Je me demande alors de quoi auraient bien pu avoir l’air les si fameuses sai­sons que Fran­çois Vil­lon déplo­rait six siècles en arrière ?!…

L’éthique

L’humiliation du pauvre d’être pauvre n’a aujourd’hui plus la cote. Ce qui inté­resse à pré­sent, c’est le malaise du riche d’être riche.

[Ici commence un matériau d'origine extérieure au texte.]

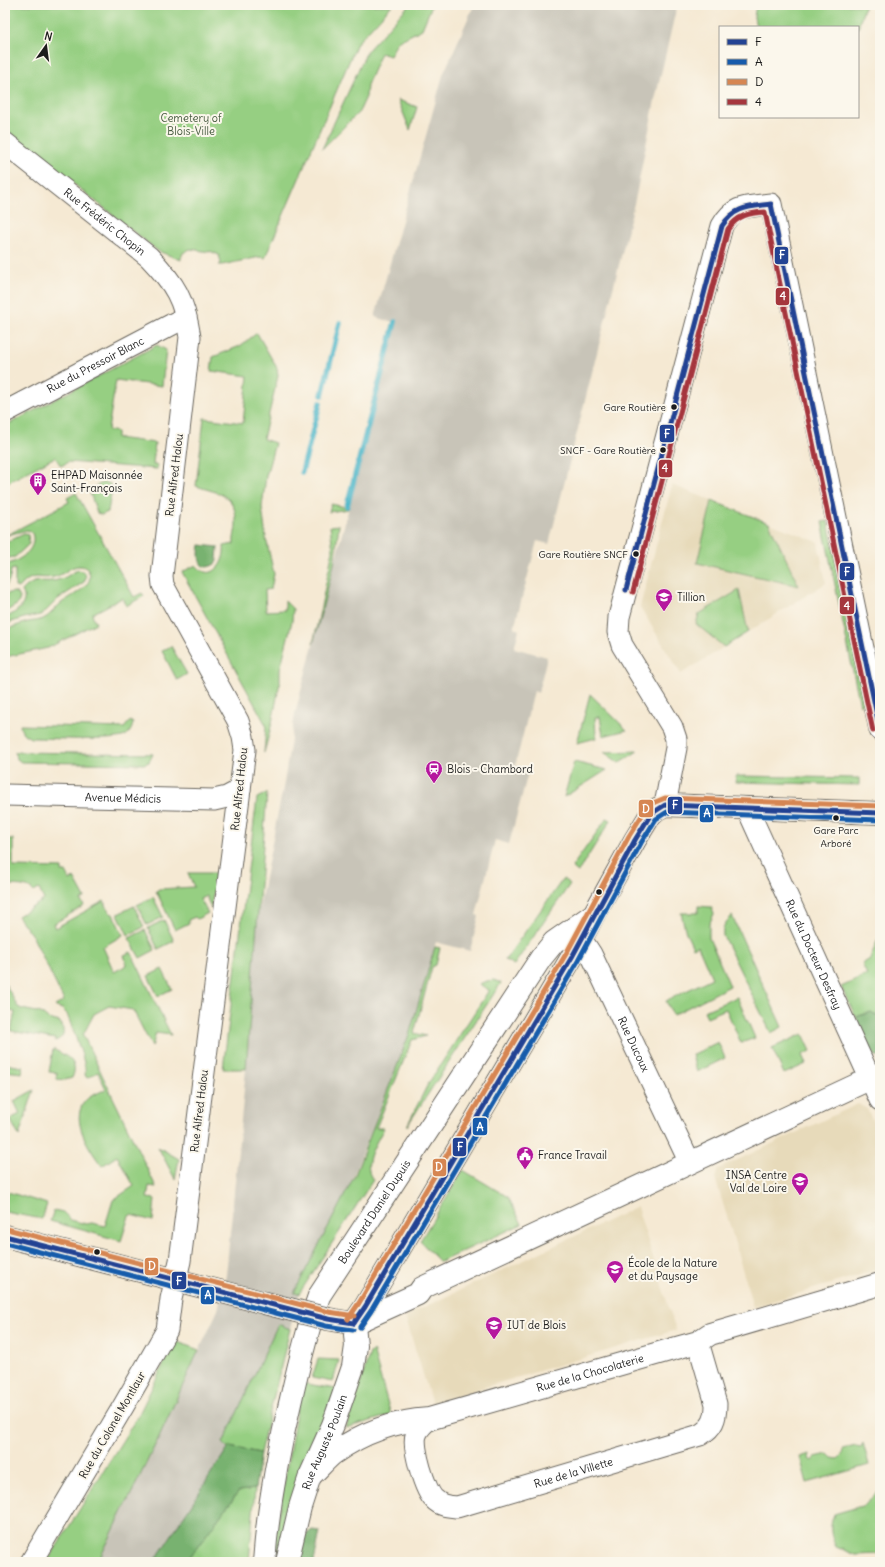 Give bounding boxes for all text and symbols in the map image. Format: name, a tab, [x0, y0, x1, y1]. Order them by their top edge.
north arrow	[26, 26, 66, 66]
legend	[719, 26, 859, 118]
text: N	[43, 29, 54, 44]
text: F	[755, 34, 762, 49]
text: A	[755, 54, 763, 69]
text: D	[755, 74, 764, 89]
text: 4	[755, 94, 762, 109]
park label: Cemetery of Blois-Ville	[160, 111, 222, 138]
street label: Rue Frédéric Chopin	[61, 185, 148, 258]
line badge: F	[774, 246, 789, 265]
text: F	[779, 248, 786, 262]
line badge: 4	[775, 287, 790, 306]
text: 4	[780, 289, 787, 303]
street label: Rue du Pressoir Blanc	[44, 333, 147, 396]
place label: Gare Routière	[604, 401, 666, 414]
marker: Gare Routière	[669, 402, 679, 412]
line badge: F	[659, 424, 675, 443]
text: F	[664, 427, 671, 441]
street label: Rue Alfred Halou	[162, 432, 186, 517]
place label: SNCF - Gare Routière	[560, 444, 656, 457]
marker: SNCF - Gare Routière	[658, 445, 668, 455]
line badge: 4	[658, 459, 673, 478]
text: 4	[662, 461, 669, 475]
place label: EHPAD Maisonnée Saint-François	[51, 468, 143, 495]
building icon: EHPAD Maisonnée Saint-François	[28, 471, 48, 496]
place label: Gare Routière SNCF	[539, 548, 628, 561]
marker: Gare Routière SNCF	[631, 549, 641, 559]
line badge: F	[839, 562, 855, 581]
text: F	[844, 565, 851, 579]
school or university icon: Tillion	[654, 587, 674, 612]
place label: Tillion	[677, 590, 705, 604]
line badge: 4	[839, 596, 855, 615]
text: 4	[844, 599, 851, 613]
street label: Rue Alfred Halou	[228, 746, 250, 831]
station icon: Blois - Chambord	[424, 759, 444, 784]
place label: Blois - Chambord	[447, 762, 533, 776]
street label: Avenue Médicis	[85, 790, 161, 806]
line badge: F	[667, 796, 683, 815]
text: F	[672, 798, 679, 812]
line badge: D	[638, 799, 654, 818]
text: D	[642, 802, 650, 816]
line badge: A	[699, 804, 714, 823]
text: A	[703, 806, 711, 820]
marker: Gare Parc Arboré	[831, 813, 841, 823]
place label: Gare Parc Arboré	[813, 824, 859, 850]
unlabelled marker	[594, 887, 604, 897]
street label: Rue du Docteur Desfray	[783, 897, 845, 1012]
street label: Rue Ducoux	[615, 1014, 653, 1075]
street label: Rue Alfred Halou	[187, 1068, 211, 1153]
line badge: A	[472, 1117, 488, 1136]
text: A	[476, 1120, 484, 1134]
line badge: F	[452, 1137, 467, 1157]
text: F	[457, 1140, 464, 1154]
public building icon: France Travail	[515, 1145, 535, 1170]
place label: France Travail	[538, 1148, 607, 1162]
street label: Boulevard Daniel Dupuis	[335, 1157, 414, 1266]
line badge: D	[432, 1158, 447, 1177]
text: D	[435, 1160, 443, 1174]
place label: INSA Centre Val de Loire	[726, 1168, 787, 1195]
school or university icon: INSA Centre Val de Loire	[790, 1171, 810, 1196]
unlabelled marker	[92, 1247, 102, 1257]
place label: École de la Nature et du Paysage	[628, 1255, 717, 1283]
line badge: D	[144, 1257, 159, 1276]
text: D	[148, 1259, 156, 1273]
school or university icon: École de la Nature et du Paysage	[605, 1259, 625, 1284]
line badge: F	[171, 1271, 187, 1290]
text: F	[176, 1274, 183, 1288]
line badge: A	[200, 1286, 215, 1305]
text: A	[204, 1288, 212, 1302]
school or university icon: IUT de Blois	[484, 1315, 504, 1340]
place label: IUT de Blois	[507, 1318, 566, 1332]
street label: Rue de la Chocolaterie	[535, 1351, 645, 1395]
street label: Rue du Colonel Montlaur	[76, 1369, 149, 1481]
street label: Rue Auguste Poulain	[299, 1393, 350, 1491]
street label: Rue de la Villette	[532, 1454, 615, 1491]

Je dis qu’il ne s’agit pas ici de for­mu­ler des juge­ments de valeur. Je ne dis pas qu’il est bon ou mau­vais d’être pauvre, ni d’être riche, encore moins qu’il convient de s’en féli­ci­ter ou, au contraire, de se repen­tir. Le sujet est ailleurs : dans l’hypocrisie qui nour­rit et guide l’attitude du fort envers le faible. Mais la réci­proque est éga­le­ment valable. Car dans ce monde où le fos­sé entre les uns et les autres (indi­vi­dus, entre­prises ou nations) est deve­nu abys­sal, les temps sont aujourd’hui au jeu de l’éthique sereine, dont les règles simples se résument ain­si : « Tu n’as qu’à me dire com­bien tu souffres, et hop ! moi je te sou­lage illi­co, et voi­là ! comme ça, non seule­ment je sou­lage aus­si ma conscience et mes impôts en espé­rant gagner du coup une place au para­dis des puis­sants, mais sur­tout je dis­pose désor­mais de ta gra­ti­tude, qui te crée­ra vite des obli­ga­tions à long terme envers moi, et ces obli­ga­tions m’autoriseront à te dic­ter mes condi­tions selon les­quelles je conti­nue­rai à exploi­ter à mon avan­tage ta dépen­dance envers moi ». Entre œuvres de cha­ri­té, ins­ti­tu­tions de bien­fai­sance, forums d’entraide, orga­ni­sa­tions non gou­ver­ne­men­tales, assis­tances éco­no­mique et logis­tique, coopé­ra­tions tiers-mon­distes, années de la mala­ria, de la défo­res­ta­tion, de la faim, orga­nismes d’entraide, actions de soli­da­ri­té, asso­cia­tions Nord-Sud, cam­pagnes de récolte de dons, délo­ca­li­sa­tions, aides huma­ni­taires, l’éventail sophis­ti­qué des modes d’intrusion dans l’espace de sou­ve­rai­ne­té des nations (et for­cé­ment des indi­vi­dus) a pris des formes et des dimen­sions incon­nues jusqu’à pré­sent. Il est clair que, vue par le nan­ti, l’agression reste théo­rique tant qu’on ne la subit pas ; pure logique, puisque c’est le monde indus­triel qui la pro­duit. Vis-à-vis en revanche, l’on subit, faute de mieux, même si pour les diri­geants des États ou des orga­nismes rece­veurs, par­fois c’est le moment et le moyen idéals pour gon­fler expo­nen­tiel­le­ment leurs for­tunes per­son­nelles. Le résul­tat est qu’en moins de 30 ans, la dette (donc la subor­di­na­tion) des pays en voie de déve­lop­pe­ment – bel euphé­misme ! – a aug­men­té de 3500 %. Mais au fond, ne l’a-t-on pas si bien dit depuis tou­jours ‘Recu­ler pour mieux sauter’ ?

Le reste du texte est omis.